• WHAT IS EXPECTED:
Find every line in the records below that contains "Sport", and copy it.

☆ ☆ ☆

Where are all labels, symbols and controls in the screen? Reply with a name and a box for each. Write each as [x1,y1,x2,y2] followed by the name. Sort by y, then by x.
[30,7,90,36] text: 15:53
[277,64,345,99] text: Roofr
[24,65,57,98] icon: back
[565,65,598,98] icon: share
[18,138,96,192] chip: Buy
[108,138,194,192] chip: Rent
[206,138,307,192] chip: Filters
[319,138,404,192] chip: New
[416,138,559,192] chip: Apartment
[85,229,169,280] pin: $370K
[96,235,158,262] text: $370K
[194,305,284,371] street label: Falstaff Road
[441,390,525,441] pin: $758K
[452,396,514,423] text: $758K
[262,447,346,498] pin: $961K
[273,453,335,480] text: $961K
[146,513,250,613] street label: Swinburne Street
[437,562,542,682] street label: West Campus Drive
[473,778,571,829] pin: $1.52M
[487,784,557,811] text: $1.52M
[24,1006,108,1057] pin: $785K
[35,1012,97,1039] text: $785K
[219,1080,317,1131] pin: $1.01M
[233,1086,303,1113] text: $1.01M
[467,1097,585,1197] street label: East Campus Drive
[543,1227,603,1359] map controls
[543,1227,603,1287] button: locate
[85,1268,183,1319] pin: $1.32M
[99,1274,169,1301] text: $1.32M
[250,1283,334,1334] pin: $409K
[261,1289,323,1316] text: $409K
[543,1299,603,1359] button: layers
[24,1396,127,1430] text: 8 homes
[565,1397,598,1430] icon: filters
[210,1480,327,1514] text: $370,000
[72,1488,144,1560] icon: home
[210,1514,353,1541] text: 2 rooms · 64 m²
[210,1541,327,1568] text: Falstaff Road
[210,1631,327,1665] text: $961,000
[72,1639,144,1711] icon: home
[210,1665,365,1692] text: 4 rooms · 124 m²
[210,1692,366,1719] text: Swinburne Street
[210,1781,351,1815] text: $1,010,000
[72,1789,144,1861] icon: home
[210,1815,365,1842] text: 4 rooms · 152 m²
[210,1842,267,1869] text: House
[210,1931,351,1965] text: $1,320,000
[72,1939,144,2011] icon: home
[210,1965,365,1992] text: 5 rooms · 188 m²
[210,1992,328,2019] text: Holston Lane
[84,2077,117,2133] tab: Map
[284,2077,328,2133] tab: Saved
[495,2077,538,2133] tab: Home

☆ ☆ ☆

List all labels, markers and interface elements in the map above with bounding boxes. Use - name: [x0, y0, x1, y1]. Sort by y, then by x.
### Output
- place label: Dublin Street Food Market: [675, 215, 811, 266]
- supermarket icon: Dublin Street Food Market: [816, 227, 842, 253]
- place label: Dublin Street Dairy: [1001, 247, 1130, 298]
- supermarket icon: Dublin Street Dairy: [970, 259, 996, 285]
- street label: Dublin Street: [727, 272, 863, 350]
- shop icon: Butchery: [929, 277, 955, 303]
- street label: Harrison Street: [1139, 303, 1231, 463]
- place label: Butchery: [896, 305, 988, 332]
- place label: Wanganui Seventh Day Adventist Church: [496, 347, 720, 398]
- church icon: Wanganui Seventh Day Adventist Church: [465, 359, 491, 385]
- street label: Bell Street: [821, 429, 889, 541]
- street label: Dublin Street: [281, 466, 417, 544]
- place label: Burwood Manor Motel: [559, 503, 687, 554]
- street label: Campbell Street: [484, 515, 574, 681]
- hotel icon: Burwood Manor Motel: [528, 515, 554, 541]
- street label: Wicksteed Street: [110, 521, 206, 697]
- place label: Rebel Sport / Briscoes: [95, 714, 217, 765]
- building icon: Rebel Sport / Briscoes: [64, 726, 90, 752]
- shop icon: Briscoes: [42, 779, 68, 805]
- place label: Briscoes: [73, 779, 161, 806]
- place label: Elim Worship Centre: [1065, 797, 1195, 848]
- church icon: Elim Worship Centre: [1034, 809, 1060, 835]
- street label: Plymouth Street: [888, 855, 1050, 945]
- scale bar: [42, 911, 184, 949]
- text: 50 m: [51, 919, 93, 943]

☆ ☆ ☆

• OUTPUT BELOW:
- place label: Rebel Sport / Briscoes: [95, 714, 217, 765]
- building icon: Rebel Sport / Briscoes: [64, 726, 90, 752]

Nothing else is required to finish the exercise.